* Aim of the exercise: Print the records below exactly, starting at the first line and stopping after the line that contains "function trace(path, color, width, dash)". Leave out any pictures.

* Provided entries:
____

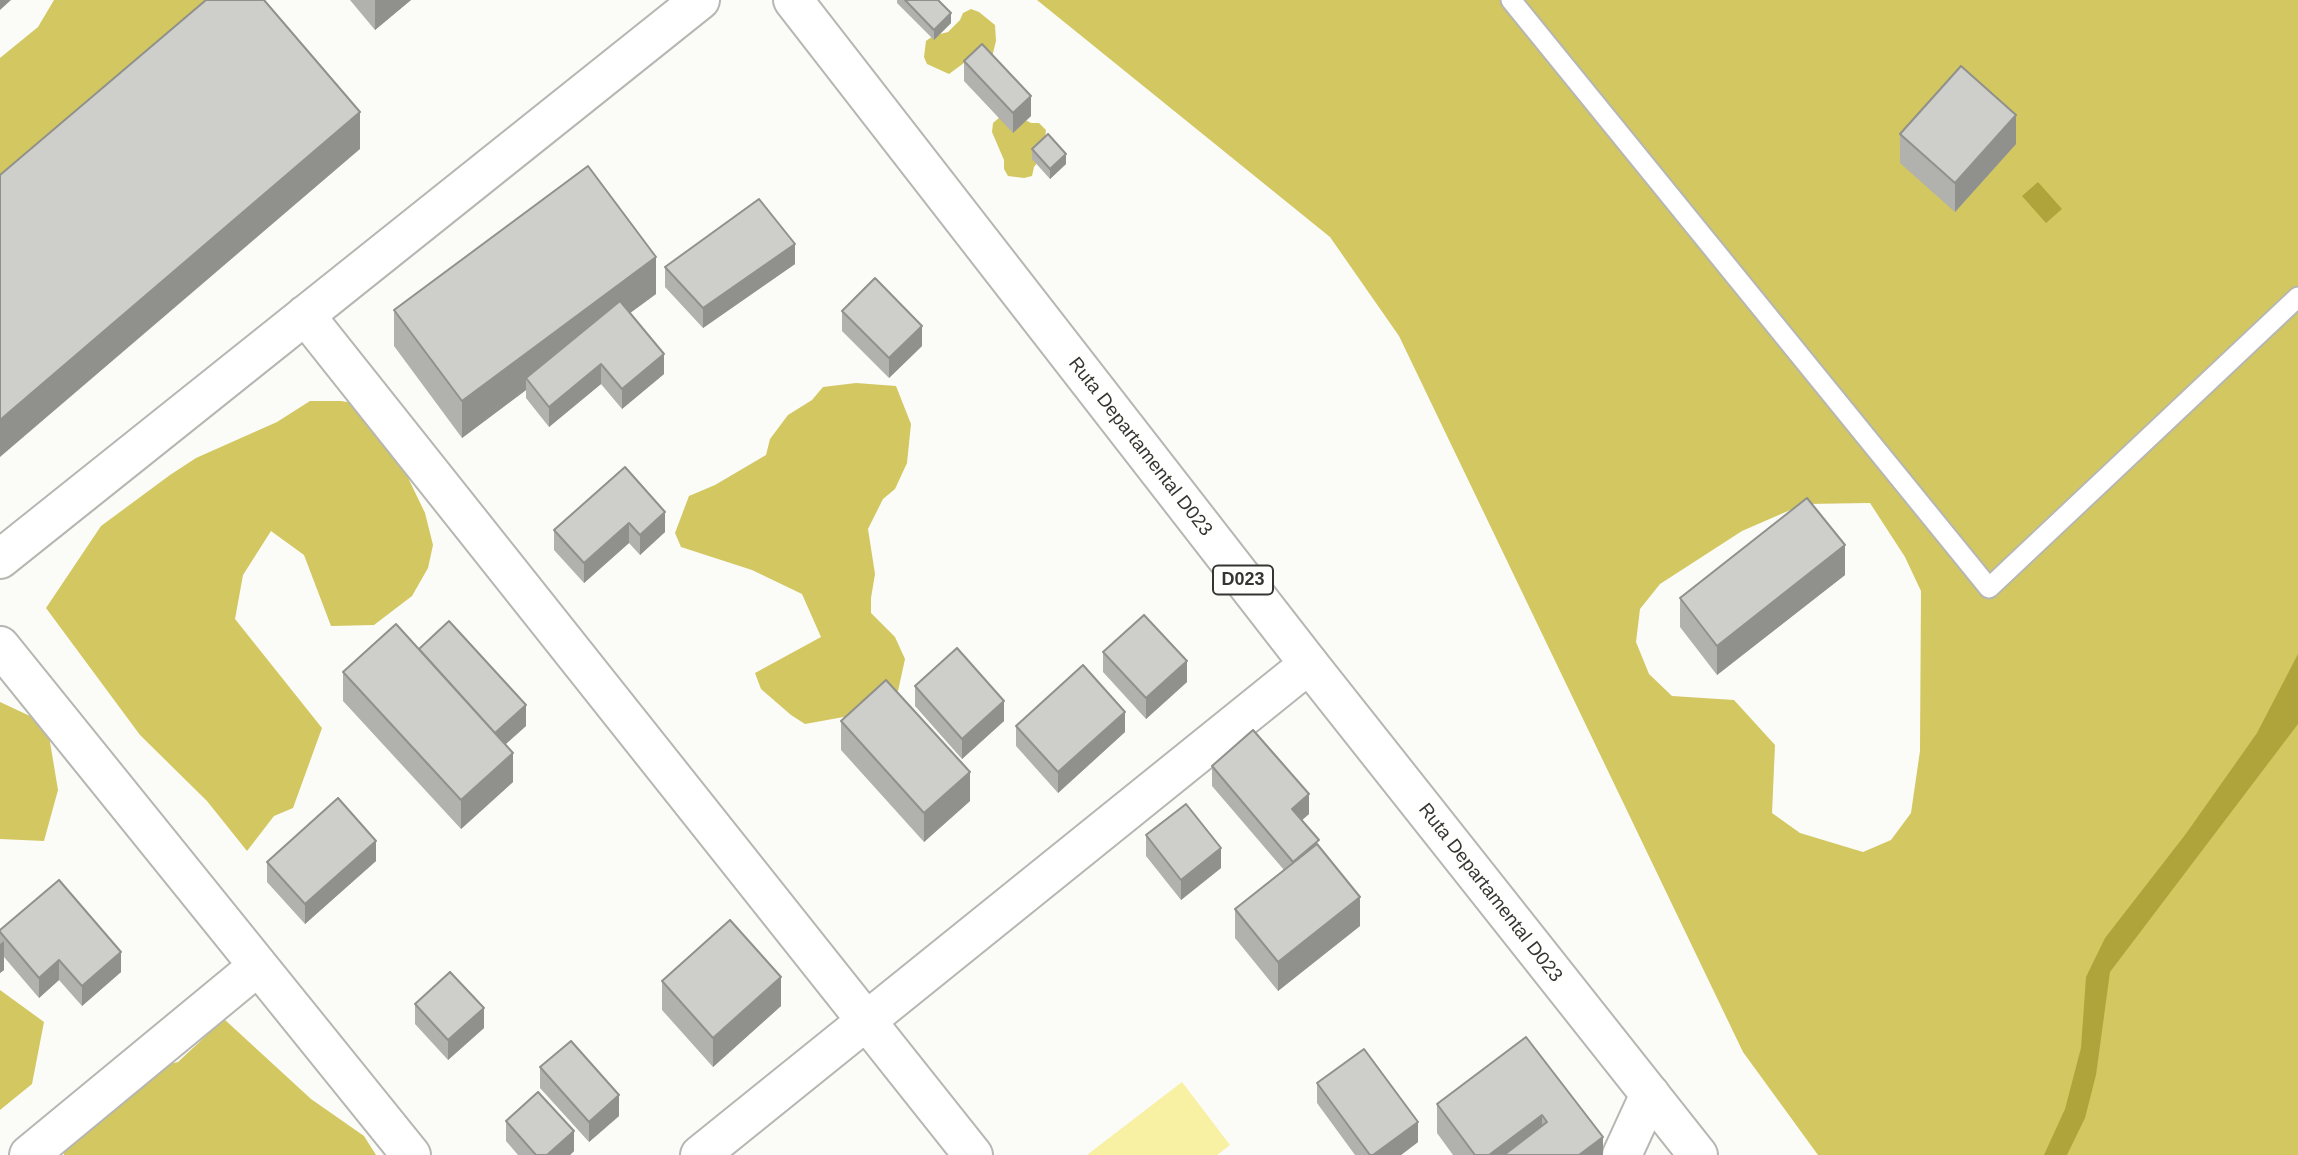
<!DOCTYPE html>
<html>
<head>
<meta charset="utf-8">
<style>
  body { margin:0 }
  canvas { display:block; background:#fbfbf7 }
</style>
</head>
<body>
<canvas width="2298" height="1155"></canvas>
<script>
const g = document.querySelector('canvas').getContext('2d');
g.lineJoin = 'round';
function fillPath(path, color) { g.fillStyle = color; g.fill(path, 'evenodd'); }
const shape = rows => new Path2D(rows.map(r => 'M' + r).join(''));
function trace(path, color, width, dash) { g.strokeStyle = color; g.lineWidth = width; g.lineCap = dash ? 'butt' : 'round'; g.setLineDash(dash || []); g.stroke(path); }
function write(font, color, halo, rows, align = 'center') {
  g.font = font + ' Helvetica,sans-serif'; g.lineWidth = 5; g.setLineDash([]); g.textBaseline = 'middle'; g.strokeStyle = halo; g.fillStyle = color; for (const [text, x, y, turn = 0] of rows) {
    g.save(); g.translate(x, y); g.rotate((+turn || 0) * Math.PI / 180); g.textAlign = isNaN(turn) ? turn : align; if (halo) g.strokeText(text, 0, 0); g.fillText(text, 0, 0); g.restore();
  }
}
const green = shape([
  [1182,1082,1230,1145,1217,1155,1087,1155]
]);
const forest = shape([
  [54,0,216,0,0,202,0,58,38,27],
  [1037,0,2298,0,2298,1155,1818,1155,1743,1052,1399,336,1330,237],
  [1870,503,1905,557,1921,591,1920,751,1911,813,1891,840,1863,852,1800,833,1772,813,1775,745,1734,700,1672,696,1649,674,1636,642,1640,609,1660,584,1742,531,1804,504],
  [971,9,979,12,995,25,996,41,992,57,968,60,949,74,927,64,924,57,926,41,933,36,948,32,960,20,963,13],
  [1016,115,1031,123,1039,123,1046,130,1043,155,1034,167,1032,176,1024,178,1008,176,1004,169,1004,160,992,132,993,123,1000,117],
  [856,383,896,386,911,424,907,463,895,489,883,499,868,529,875,574,871,598,871,613,895,637,905,659,898,691,879,703,849,716,805,724,791,715,761,689,755,673,821,637,802,594,752,570,681,547,675,533,689,496,715,485,766,455,770,439,788,415,812,400,823,387],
  [310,401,341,401,366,405,385,430,425,513,433,545,428,568,412,596,374,625,331,626,304,555,271,531,243,575,235,619,322,728,293,808,274,816,247,851,207,801,140,735,46,608,101,526,170,475,196,458,277,422],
  [0,702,47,724,58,790,44,841,0,839],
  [0,990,44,1022,32,1084,0,1110],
  [224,1019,311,1099,364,1136,376,1155,64,1155,60,1114,115,1077,178,1062]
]);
const water = shape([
  [2038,182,2062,209,2046,223,2022,196],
  [2298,654,2298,724,2110,972,2096,1075,2085,1118,2067,1155,2044,1155,2065,1109,2081,1048,2086,977,2105,938,2185,835,2257,733]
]);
const lane = shape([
  [1511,0,1989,588,2298,297]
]);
const street = shape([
  [305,315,973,1155],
  [0,559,700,0],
  [0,646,411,1155],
  [29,1155,258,966],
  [700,1155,1309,664],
  [1622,1155,1650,1094]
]);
const primary = shape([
  [793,0,1309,664,1698,1155]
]);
const wall = shape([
  [350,0,411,0,375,30],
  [897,0,938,0,951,23,934,40,897,3],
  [964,61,1031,116,1013,133,964,81],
  [1900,134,2016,144,1955,212,1900,163],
  [1032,149,1066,164,1050,179,1032,159],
  [795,264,703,328,665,287,665,267],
  [656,294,630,313,664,374,622,409,601,384,549,427,526,398,526,390,462,438,394,346,394,310],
  [842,311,922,346,889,378,842,331],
  [625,467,665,532,640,555,629,543,584,583,554,550,554,530],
  [1845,575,1717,675,1680,627,1680,598],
  [419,649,526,726,506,744,513,782,461,829,343,701,343,672],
  [1103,652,1187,682,1146,719,1103,672],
  [915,686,1004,721,962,759,915,706],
  [841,721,970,801,924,842,841,750],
  [1016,726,1125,732,1058,793,1016,746],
  [1212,766,1309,814,1302,820,1319,846,1360,926,1278,991,1235,938,1235,909,1284,870,1212,786],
  [1146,835,1221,868,1181,900,1146,856],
  [376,861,305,924,267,882,267,862],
  [0,930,121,972,82,1006,59,980,39,998,4,957,4,970,0,973],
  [662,981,781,1006,713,1067,662,1010],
  [415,1004,484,1028,448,1060,415,1024],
  [1526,1037,1603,1155,1453,1155,1437,1133,1437,1104],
  [540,1067,619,1116,589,1142,540,1088],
  [1317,1083,1418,1142,1401,1155,1355,1155,1317,1103],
  [506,1121,574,1151,570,1155,518,1155,506,1141]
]);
const shadedWall = shape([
  [0,0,11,0,0,10],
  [375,0,411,0,375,30],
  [951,13,951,23,934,40,934,30],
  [1031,96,1031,116,1013,133,1013,113],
  [360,112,360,149,0,457,0,420],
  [2016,115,2016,144,1955,212,1955,183],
  [1066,154,1066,164,1050,179,1050,169],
  [795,244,795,264,703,328,703,308],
  [656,257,656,294,532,385,526,378,526,390,462,438,462,401],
  [922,326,922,346,889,378,889,358],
  [664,354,664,374,622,409,622,389],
  [601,364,601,384,549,427,549,407],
  [665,512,665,532,640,555,640,535],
  [629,523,629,543,584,583,584,563],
  [1845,545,1845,575,1717,675,1717,646],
  [1187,661,1187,682,1146,719,1146,698],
  [1004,701,1004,721,962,759,962,739],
  [526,705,526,726,491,757,491,737],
  [1125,712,1125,732,1058,793,1058,772],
  [513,753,513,782,461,829,461,800],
  [970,772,970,801,924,842,924,813],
  [1309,794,1309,814,1292,829,1292,809],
  [376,841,376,861,305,924,305,904],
  [1221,848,1221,868,1181,900,1181,880],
  [1360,897,1360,926,1278,991,1278,962],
  [4,941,4,970,0,973,0,944],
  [121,952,121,972,82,1006,82,986],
  [59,960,59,980,39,998,39,978],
  [781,977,781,1006,713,1067,713,1038],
  [484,1008,484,1028,448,1060,448,1040],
  [619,1095,619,1116,589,1142,589,1122],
  [1542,1115,1542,1144,1528,1155,1489,1155],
  [1418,1122,1418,1142,1401,1155,1373,1155],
  [574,1131,574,1151,570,1155,547,1155],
  [1603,1137,1603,1155,1579,1155]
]);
const building = shape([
  [206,0,264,0,360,112,0,420,0,175,206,0],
  [905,0,938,0,951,13,934,30,905,0],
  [982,44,1031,96,1013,113,964,61,982,44],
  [1961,66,2016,115,1955,183,1900,134,1961,66],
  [1048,134,1066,154,1050,169,1032,149,1048,134],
  [588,166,656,257,462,401,394,310,588,166],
  [759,199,795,244,703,308,665,267,759,199],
  [875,278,922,326,889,358,842,311,875,278],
  [620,301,664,354,622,389,601,364,549,407,526,378,620,301],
  [625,467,665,512,640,535,629,523,584,563,554,530,625,467],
  [1807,498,1845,545,1717,646,1680,598,1807,498],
  [1144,615,1187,661,1146,698,1103,652,1144,615],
  [449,621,526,705,495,733,419,649,449,621],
  [396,624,513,753,461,800,343,672,396,624],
  [957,648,1004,701,962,739,915,686,957,648],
  [1083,665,1125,712,1058,772,1016,726,1083,665],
  [886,680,970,772,924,813,841,721,886,680],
  [1253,730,1309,794,1292,809,1319,840,1293,862,1212,766,1253,730],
  [338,798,376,841,305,904,267,862,338,798],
  [1186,804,1221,848,1181,880,1146,835,1186,804],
  [1317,844,1360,897,1278,962,1235,909,1317,844],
  [59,880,121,952,82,986,59,960,39,978,0,932,0,930,59,880],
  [730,920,781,977,713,1038,662,981,730,920],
  [450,972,484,1008,448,1040,415,1004,450,972],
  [1526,1037,1603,1137,1579,1155,1504,1155,1547,1122,1542,1115,1489,1155,1475,1155,1437,1104,1526,1037],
  [571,1041,619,1095,589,1122,540,1067,571,1041],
  [1364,1049,1418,1122,1373,1155,1370,1155,1317,1083,1364,1049],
  [538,1092,574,1131,547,1155,536,1155,506,1121,538,1092]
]);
const shields = [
  [1243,580,60]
];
const shieldNames = [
  ["D023",1243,580]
];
const streetNames = [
  ["Ruta Departamental D023",1140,447,52],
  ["Ruta Departamental D023",1490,893,52]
];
fillPath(green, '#f8f0a2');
fillPath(forest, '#d2c761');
fillPath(water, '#afa43c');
trace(lane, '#b6b6b2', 23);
trace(street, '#b6b6b2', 42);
trace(primary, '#b6b6b2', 42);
trace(lane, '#fff', 19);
trace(street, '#fff', 38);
trace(primary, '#fff', 38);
fillPath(wall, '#b1b1ae');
fillPath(shadedWall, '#90908d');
fillPath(building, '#cececa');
trace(building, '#90908d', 2);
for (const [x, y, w] of shields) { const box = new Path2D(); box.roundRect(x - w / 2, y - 14.5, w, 29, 5); g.fillStyle = '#fffffe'; g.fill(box); trace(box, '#353533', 2); }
write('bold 18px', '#353533', null, shieldNames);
write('19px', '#353533', '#fffffe', streetNames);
</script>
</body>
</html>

____

* Exercise solution:
<!DOCTYPE html>
<html>
<head>
<meta charset="utf-8">
<style>
  body { margin:0 }
  canvas { display:block; background:#fbfbf7 }
</style>
</head>
<body>
<canvas width="2298" height="1155"></canvas>
<script>
const g = document.querySelector('canvas').getContext('2d');
g.lineJoin = 'round';
function fillPath(path, color) { g.fillStyle = color; g.fill(path, 'evenodd'); }
const shape = rows => new Path2D(rows.map(r => 'M' + r).join(''));
function trace(path, color, width, dash) { g.strokeStyle = color; g.lineWidth = width; g.lineCap = dash ? 'butt' : 'round'; g.setLineDash(dash || []); g.stroke(path); }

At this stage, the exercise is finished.